WHAT NEEDS TO BE DONE: Could you please output all of the data exactly, without the images?

LISTED ENTRIES:
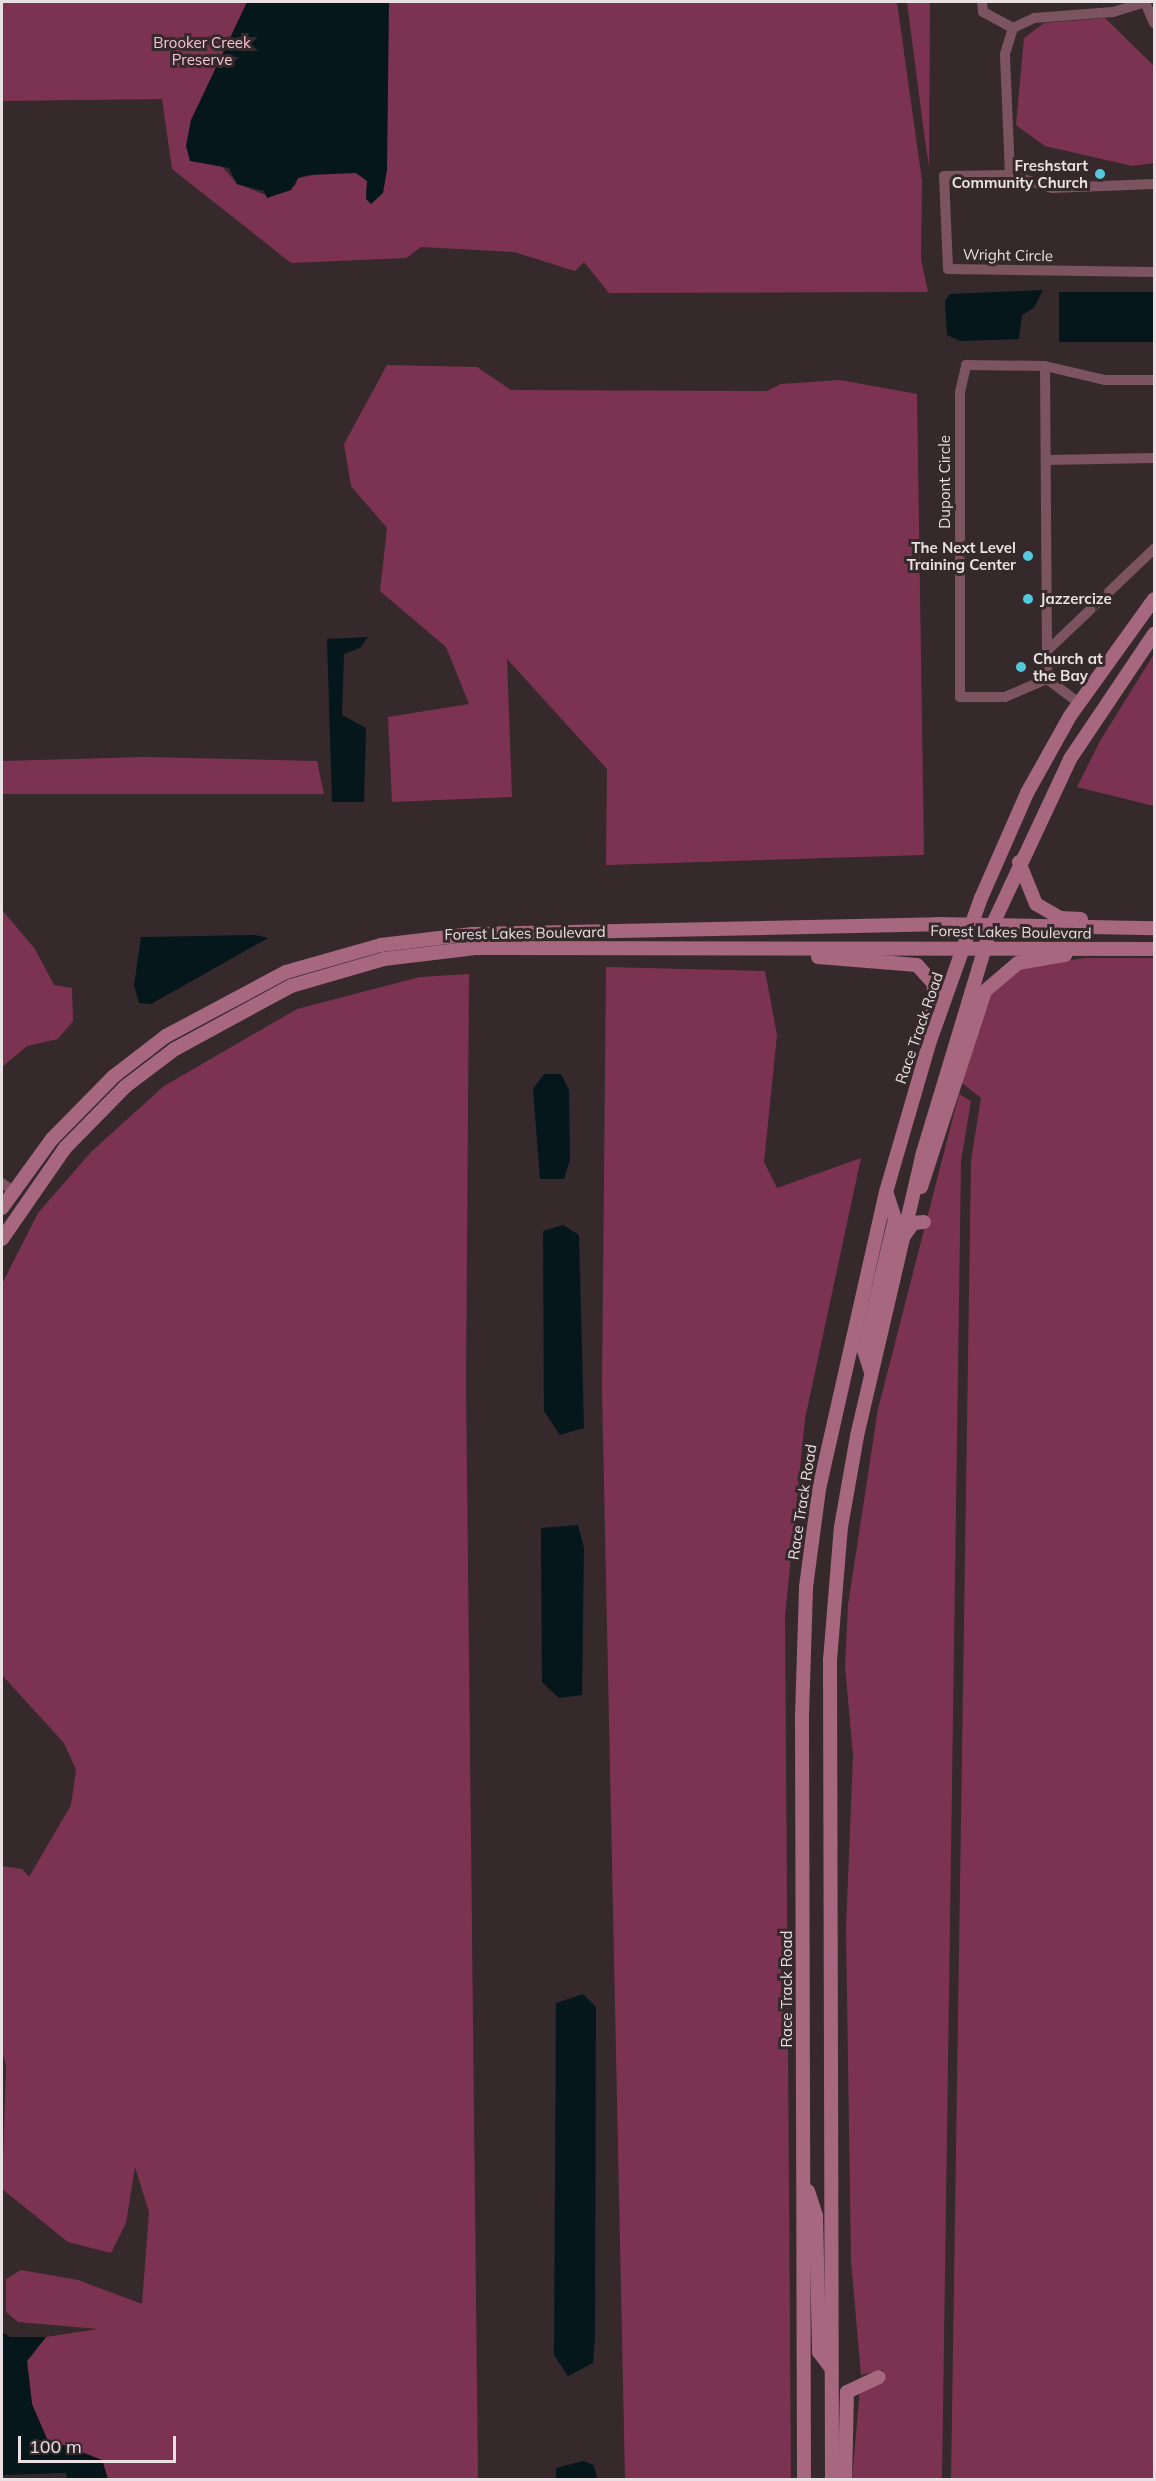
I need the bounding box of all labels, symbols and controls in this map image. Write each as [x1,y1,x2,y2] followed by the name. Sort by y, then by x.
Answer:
[153,33,251,68] park label: Brooker Creek Preserve
[952,156,1088,191] place label: Freshstart Community Church
[1093,167,1107,181] marker: Freshstart Community Church
[963,245,1053,265] street label: Wright Circle
[936,435,954,529] street label: Dupont Circle
[907,538,1016,573] place label: The Next Level Training Center
[1021,549,1035,563] marker: The Next Level Training Center
[1040,590,1112,608] place label: Jazzercize
[1021,592,1035,606] marker: Jazzercize
[1033,649,1103,684] place label: Church at the Bay
[1014,660,1028,674] marker: Church at the Bay
[930,922,1092,942] street label: Forest Lakes Boulevard
[444,923,606,943] street label: Forest Lakes Boulevard
[891,970,947,1086] street label: Race Track Road
[784,1443,820,1561] street label: Race Track Road
[778,1931,796,2047] street label: Race Track Road
[21,2424,178,2462] scale bar
[29,2435,82,2458] text: 100 m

WRITTEN ANSWER:
I need the bounding box of all labels, symbols and controls in this map image. Write each as [x1,y1,x2,y2] followed by the name. Sort by y, then by x.
Answer:
[153,33,251,68] park label: Brooker Creek Preserve
[952,156,1088,191] place label: Freshstart Community Church
[1093,167,1107,181] marker: Freshstart Community Church
[963,245,1053,265] street label: Wright Circle
[936,435,954,529] street label: Dupont Circle
[907,538,1016,573] place label: The Next Level Training Center
[1021,549,1035,563] marker: The Next Level Training Center
[1040,590,1112,608] place label: Jazzercize
[1021,592,1035,606] marker: Jazzercize
[1033,649,1103,684] place label: Church at the Bay
[1014,660,1028,674] marker: Church at the Bay
[930,922,1092,942] street label: Forest Lakes Boulevard
[444,923,606,943] street label: Forest Lakes Boulevard
[891,970,947,1086] street label: Race Track Road
[784,1443,820,1561] street label: Race Track Road
[778,1931,796,2047] street label: Race Track Road
[21,2424,178,2462] scale bar
[29,2435,82,2458] text: 100 m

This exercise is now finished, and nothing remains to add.